**Records excerpted from a collection:**
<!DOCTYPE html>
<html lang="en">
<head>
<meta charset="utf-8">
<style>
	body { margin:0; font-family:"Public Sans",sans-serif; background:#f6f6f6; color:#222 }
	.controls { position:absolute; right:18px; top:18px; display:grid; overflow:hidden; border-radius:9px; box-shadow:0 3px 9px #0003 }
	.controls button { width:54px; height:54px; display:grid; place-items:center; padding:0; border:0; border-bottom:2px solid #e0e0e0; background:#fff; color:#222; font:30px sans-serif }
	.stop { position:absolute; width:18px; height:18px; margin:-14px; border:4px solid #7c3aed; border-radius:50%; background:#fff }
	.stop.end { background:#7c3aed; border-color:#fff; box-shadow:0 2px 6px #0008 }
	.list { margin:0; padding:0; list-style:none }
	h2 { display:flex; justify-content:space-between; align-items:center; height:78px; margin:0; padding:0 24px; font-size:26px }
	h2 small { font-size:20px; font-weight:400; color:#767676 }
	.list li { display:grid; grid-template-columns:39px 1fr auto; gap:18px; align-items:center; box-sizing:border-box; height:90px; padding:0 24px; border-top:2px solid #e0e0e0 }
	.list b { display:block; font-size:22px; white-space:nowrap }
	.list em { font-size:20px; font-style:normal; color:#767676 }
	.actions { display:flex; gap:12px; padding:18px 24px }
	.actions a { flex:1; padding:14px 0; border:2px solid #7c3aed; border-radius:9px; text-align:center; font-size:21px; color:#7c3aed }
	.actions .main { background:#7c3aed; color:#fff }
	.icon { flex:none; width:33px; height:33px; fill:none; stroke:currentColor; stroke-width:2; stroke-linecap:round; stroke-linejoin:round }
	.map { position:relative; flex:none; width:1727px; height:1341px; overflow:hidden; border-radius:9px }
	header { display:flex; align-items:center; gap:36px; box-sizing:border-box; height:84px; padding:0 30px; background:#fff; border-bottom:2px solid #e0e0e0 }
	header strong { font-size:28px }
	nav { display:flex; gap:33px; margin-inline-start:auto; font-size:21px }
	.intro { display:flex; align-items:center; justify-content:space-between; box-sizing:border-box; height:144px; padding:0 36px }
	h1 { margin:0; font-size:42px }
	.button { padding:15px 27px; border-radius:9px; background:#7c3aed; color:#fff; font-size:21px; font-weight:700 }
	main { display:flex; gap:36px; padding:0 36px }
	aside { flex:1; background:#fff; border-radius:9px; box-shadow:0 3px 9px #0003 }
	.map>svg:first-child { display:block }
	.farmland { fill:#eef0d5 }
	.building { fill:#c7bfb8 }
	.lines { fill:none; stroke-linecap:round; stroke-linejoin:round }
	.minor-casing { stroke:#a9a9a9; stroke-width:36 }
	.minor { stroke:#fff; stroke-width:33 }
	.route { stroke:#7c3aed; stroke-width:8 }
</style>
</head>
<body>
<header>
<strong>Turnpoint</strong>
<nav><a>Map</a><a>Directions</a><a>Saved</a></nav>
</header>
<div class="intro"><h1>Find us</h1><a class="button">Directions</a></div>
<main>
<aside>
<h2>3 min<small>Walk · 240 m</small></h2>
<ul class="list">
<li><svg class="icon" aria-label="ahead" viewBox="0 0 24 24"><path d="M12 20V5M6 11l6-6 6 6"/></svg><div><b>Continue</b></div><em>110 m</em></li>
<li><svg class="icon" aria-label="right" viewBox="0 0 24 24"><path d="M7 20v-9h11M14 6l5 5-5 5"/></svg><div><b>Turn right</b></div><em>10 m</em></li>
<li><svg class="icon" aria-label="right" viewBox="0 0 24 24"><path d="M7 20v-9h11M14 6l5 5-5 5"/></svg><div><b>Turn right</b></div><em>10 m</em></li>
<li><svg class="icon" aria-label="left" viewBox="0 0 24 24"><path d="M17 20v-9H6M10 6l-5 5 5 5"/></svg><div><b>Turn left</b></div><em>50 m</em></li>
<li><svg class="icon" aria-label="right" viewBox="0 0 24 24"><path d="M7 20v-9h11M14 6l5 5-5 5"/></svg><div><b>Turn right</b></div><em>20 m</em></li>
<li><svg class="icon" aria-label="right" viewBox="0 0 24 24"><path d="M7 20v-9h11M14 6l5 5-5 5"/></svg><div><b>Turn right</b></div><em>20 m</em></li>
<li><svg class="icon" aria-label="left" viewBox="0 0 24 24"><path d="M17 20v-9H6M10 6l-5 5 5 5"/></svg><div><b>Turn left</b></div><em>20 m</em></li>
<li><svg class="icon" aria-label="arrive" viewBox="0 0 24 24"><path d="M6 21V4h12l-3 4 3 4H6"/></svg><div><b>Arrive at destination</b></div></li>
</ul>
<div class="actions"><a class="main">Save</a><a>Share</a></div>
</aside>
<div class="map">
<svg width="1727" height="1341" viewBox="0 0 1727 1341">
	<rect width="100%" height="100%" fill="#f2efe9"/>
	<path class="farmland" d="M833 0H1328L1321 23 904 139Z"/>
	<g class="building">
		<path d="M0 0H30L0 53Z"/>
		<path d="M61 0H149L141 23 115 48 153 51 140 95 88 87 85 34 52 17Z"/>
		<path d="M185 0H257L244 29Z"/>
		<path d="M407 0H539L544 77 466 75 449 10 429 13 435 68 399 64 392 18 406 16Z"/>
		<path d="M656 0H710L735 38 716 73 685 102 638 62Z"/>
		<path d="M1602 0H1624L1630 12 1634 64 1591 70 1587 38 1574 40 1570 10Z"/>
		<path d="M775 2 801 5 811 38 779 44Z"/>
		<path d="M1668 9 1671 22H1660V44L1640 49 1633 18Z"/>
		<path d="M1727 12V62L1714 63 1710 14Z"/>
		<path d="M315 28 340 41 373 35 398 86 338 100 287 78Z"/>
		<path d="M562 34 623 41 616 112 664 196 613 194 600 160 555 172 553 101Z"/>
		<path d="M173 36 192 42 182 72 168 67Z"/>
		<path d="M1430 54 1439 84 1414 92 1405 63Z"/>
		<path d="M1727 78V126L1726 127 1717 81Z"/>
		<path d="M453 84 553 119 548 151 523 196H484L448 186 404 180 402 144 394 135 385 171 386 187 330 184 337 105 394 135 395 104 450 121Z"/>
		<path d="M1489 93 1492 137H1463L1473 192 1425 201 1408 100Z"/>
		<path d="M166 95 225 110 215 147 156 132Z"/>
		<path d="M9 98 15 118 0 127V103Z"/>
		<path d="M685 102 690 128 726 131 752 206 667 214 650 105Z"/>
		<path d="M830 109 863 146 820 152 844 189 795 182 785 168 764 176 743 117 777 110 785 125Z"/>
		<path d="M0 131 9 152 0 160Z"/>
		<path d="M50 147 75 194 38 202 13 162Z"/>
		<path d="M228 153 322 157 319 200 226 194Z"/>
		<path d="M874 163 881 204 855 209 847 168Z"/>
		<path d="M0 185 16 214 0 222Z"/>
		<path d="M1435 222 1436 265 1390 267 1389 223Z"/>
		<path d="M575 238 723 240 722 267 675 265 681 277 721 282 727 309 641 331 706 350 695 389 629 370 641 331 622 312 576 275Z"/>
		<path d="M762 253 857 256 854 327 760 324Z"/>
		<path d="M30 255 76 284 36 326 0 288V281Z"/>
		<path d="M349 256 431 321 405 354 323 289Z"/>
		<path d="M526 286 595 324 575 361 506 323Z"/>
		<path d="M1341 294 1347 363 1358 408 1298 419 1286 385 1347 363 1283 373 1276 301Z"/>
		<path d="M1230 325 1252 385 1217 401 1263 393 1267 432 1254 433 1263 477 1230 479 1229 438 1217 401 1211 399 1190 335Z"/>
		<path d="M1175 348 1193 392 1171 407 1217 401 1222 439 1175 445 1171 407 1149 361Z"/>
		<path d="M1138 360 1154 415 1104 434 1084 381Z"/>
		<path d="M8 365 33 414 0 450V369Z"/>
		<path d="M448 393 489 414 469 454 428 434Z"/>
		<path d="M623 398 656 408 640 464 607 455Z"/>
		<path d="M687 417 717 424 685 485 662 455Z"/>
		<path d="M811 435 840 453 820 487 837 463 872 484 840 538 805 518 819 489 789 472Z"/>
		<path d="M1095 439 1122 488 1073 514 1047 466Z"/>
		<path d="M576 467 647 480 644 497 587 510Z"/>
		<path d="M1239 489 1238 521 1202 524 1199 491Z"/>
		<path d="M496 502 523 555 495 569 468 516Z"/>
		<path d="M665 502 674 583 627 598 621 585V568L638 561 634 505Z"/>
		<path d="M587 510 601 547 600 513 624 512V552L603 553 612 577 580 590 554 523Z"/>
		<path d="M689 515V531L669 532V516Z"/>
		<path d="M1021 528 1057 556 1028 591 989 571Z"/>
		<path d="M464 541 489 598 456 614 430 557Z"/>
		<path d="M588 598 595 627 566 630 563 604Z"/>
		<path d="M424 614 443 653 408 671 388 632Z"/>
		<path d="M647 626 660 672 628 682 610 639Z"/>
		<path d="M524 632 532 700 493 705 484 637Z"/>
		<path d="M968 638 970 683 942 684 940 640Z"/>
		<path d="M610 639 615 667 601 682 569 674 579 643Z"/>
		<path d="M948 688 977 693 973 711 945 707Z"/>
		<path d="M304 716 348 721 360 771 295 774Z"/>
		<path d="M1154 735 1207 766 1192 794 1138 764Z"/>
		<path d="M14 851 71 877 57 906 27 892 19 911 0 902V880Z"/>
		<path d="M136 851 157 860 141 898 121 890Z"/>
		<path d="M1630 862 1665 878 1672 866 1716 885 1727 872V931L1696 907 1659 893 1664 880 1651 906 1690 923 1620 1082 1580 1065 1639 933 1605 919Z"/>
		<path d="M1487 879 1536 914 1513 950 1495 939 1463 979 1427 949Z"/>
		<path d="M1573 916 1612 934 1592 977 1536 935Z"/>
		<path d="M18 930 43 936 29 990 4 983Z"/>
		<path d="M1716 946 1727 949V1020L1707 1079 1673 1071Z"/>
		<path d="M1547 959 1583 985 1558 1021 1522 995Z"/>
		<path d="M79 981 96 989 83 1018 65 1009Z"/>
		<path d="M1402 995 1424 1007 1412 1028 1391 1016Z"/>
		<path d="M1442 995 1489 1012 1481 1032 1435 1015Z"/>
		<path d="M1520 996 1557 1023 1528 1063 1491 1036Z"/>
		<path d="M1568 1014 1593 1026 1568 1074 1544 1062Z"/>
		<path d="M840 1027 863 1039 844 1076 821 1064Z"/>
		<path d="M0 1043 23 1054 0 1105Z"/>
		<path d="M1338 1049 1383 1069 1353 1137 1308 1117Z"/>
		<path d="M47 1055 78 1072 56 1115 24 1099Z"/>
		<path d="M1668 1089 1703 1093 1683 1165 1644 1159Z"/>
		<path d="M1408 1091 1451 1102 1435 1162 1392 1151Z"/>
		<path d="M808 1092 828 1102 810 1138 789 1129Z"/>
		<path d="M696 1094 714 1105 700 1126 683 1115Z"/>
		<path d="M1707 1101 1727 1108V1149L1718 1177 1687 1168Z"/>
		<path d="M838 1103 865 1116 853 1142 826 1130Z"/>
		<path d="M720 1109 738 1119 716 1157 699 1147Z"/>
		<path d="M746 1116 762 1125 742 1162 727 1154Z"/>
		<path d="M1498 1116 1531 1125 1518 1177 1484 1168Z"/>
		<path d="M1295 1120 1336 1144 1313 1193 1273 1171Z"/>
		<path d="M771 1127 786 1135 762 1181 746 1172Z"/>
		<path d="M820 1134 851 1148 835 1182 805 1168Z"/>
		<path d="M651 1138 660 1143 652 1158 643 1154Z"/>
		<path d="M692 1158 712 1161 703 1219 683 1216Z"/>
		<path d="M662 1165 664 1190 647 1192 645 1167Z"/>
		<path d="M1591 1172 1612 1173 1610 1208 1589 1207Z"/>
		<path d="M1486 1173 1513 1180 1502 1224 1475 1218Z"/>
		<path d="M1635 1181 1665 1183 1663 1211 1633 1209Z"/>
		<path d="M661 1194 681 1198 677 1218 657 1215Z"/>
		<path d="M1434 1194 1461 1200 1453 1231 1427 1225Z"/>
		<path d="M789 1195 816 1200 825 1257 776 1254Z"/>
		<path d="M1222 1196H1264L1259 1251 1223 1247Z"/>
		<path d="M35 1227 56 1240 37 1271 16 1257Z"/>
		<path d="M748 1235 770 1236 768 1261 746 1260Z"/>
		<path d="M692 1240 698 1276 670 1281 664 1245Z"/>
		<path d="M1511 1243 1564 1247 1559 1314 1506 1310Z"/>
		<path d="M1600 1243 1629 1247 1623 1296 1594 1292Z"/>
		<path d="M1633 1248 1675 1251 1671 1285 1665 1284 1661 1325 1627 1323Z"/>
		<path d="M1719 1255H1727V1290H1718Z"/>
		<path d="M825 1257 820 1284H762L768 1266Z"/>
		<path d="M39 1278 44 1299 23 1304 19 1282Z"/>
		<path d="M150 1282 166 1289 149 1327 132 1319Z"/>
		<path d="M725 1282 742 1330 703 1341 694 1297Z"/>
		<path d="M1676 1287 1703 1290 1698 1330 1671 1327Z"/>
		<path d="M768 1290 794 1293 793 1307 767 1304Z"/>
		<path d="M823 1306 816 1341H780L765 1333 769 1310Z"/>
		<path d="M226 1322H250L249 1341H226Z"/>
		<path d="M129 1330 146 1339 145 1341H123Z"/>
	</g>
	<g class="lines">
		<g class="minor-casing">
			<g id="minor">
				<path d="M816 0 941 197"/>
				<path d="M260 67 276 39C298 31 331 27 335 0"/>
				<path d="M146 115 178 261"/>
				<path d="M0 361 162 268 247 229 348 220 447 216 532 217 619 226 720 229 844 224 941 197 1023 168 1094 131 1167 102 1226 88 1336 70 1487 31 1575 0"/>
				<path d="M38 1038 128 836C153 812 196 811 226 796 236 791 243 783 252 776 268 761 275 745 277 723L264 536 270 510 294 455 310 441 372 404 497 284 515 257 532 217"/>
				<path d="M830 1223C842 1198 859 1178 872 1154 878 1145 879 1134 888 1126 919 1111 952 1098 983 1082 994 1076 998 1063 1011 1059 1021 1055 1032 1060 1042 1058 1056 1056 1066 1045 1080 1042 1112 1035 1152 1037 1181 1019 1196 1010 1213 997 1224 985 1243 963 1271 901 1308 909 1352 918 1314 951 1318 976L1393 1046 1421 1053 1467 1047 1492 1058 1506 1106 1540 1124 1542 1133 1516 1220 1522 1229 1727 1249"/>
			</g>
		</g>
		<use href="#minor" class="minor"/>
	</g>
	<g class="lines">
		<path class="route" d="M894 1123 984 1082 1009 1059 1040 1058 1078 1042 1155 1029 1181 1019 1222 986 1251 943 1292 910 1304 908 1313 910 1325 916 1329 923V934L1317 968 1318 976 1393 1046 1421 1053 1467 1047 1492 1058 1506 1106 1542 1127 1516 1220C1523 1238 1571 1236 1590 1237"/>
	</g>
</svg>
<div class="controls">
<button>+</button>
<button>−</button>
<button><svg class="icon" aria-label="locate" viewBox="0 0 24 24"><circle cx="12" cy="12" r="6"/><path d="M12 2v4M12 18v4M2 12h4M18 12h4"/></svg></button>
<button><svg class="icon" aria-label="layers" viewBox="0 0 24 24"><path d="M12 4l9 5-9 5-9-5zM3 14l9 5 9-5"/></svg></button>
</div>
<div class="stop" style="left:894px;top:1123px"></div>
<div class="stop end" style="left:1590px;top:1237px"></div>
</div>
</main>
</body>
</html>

**PROMPT:**
Total the lines in the records above that contain the string "linejoin". Write only that total.

**EXERCISE ANSWER:**
2